How to split a list-of-strings into sublists-of-strings by a specific string element

Question

I have a word list like below. I want to split the list by .. Is there any better or useful code in Python 3?

a = ['this', 'is', 'a', 'cat', '.', 'hello', '.', 'she', 'is', 'nice', '.']
result = []
tmp = []
for elm in a:
    if elm is not '.':
        tmp.append(elm)
    else:
        result.append(tmp)
        tmp = []
print(result)
# result: [['this', 'is', 'a', 'cat'], ['hello'], ['she', 'is', 'nice']]

Update

Add test cases to handle it correctly.

a = ['this', 'is', 'a', 'cat', '.', 'hello', '.', 'she', 'is', 'nice', '.']
b = ['this', 'is', 'a', 'cat', '.', 'hello', '.', 'she', 'is', 'nice', '.', 'yes']
c = ['.', 'this', 'is', 'a', 'cat', '.', 'hello', '.', 'she', 'is', 'nice', '.', 'yes']
def split_list(list_data, split_word='.'):
    result = []
    sub_data = []
    for elm in list_data:
        if elm is not split_word:
            sub_data.append(elm)
        else:
            if len(sub_data) != 0:
                result.append(sub_data)
            sub_data = []
    if len(sub_data) != 0:
        result.append(sub_data)
    return result

print(split_list(a)) # [['this', 'is', 'a', 'cat'], ['hello'], ['she', 'is', 'nice']]
print(split_list(b)) # [['this', 'is', 'a', 'cat'], ['hello'], ['she', 'is', 'nice'], ['yes']]
print(split_list(c)) # [['this', 'is', 'a', 'cat'], ['hello'], ['she', 'is', 'nice'], ['yes']]

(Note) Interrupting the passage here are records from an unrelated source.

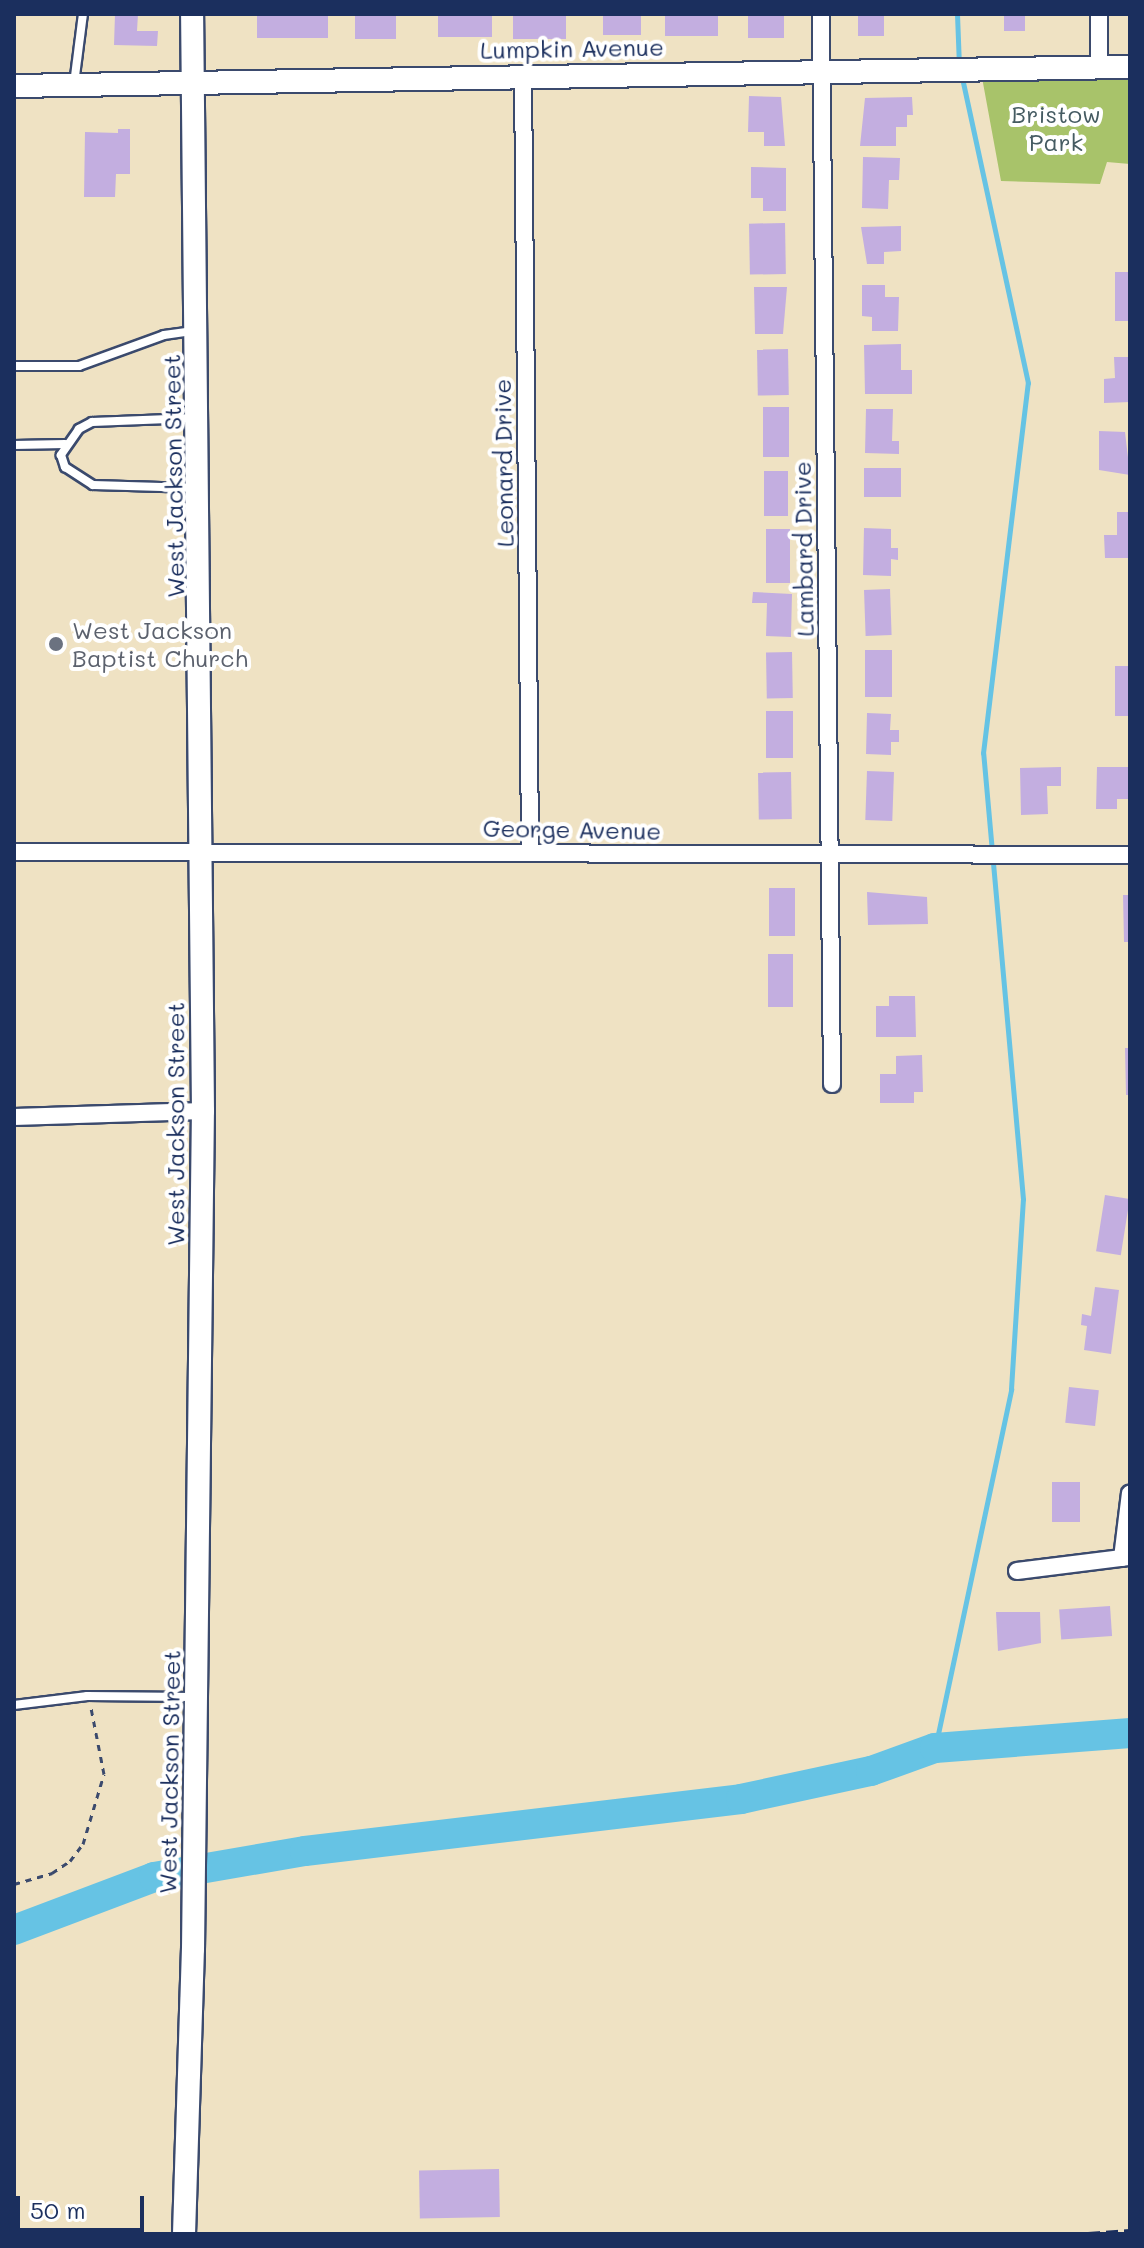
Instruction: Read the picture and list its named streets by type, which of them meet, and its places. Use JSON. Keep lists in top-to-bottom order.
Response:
{
  "streets": {
    "street": [
      "Lumpkin Avenue",
      "Leonard Drive",
      "West Jackson Street",
      "Lambard Drive",
      "George Avenue"
    ]
  },
  "crossings": [
    ["Lumpkin Avenue", "Leonard Drive"],
    ["Lumpkin Avenue", "West Jackson Street"],
    ["Lumpkin Avenue", "Lambard Drive"],
    ["Leonard Drive", "George Avenue"],
    ["West Jackson Street", "George Avenue"],
    ["Lambard Drive", "George Avenue"]
  ],
  "parks": ["Bristow Park"],
  "places": ["West Jackson Baptist Church"],
  "scale_bar": "50 m"
}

It think there s a one-liner solution with no additional libraries that comes close to your speeds using list comprehension and string functions. — Scott Boston
– Scott Boston, Commented Dec 2, 2017 at 5:28
@ScottBoston I thought there was some useful functions :). But I'm happy to see many interesting answers. — jef
– jef, Commented Dec 2, 2017 at 13:41
It appears you already split a string once. Your problem would be much simpler if your first split were by sentences. — jpmc26
– jpmc26, Commented Dec 3, 2017 at 1:43

Jeyekomon · Accepted Answer · 2024-10-04 10:53:01Z

28

Using itertools.groupby:

from itertools import groupby
a = ['this', 'is', 'a', 'cat', '.', 'hello', '.', 'she', 'is', 'nice', '.']
result = [
    list(g)
    for k,g in groupby(a,lambda x:x=='.')
    if not k
]
print (result)
#[['this', 'is', 'a', 'cat'], ['hello'], ['she', 'is', 'nice']]

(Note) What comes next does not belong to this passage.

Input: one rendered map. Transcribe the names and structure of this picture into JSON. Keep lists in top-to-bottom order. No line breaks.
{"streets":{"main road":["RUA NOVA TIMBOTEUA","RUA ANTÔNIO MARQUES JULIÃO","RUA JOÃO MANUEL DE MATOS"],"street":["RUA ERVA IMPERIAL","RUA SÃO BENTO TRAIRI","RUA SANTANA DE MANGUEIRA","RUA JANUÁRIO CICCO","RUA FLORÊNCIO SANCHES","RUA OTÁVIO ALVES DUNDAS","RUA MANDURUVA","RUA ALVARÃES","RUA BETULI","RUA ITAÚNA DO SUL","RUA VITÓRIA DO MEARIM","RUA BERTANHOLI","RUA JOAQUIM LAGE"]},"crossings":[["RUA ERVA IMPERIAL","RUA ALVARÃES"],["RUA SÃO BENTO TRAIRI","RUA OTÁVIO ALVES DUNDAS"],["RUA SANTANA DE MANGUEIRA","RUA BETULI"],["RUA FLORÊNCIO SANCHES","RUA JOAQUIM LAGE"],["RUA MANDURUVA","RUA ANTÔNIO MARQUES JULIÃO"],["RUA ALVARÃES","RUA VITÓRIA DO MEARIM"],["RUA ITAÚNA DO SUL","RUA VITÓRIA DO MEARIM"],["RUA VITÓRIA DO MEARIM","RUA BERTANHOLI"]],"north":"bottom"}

edited Oct 4, 2024 at 10:53

Jeyekomon

3,5763 gold badges33 silver badges43 bronze badges

answered Dec 2, 2017 at 4:04

Transhuman

3,5671 gold badge12 silver badges16 bronze badges

Sign up to request clarification or add additional context in comments.

Comments

Bahrom · Accepted Answer · 2017-12-02 20:59:42Z

14

You can do this all with a "one-liner" using list comprehension and string functions join, split, strip, and no additional libraries.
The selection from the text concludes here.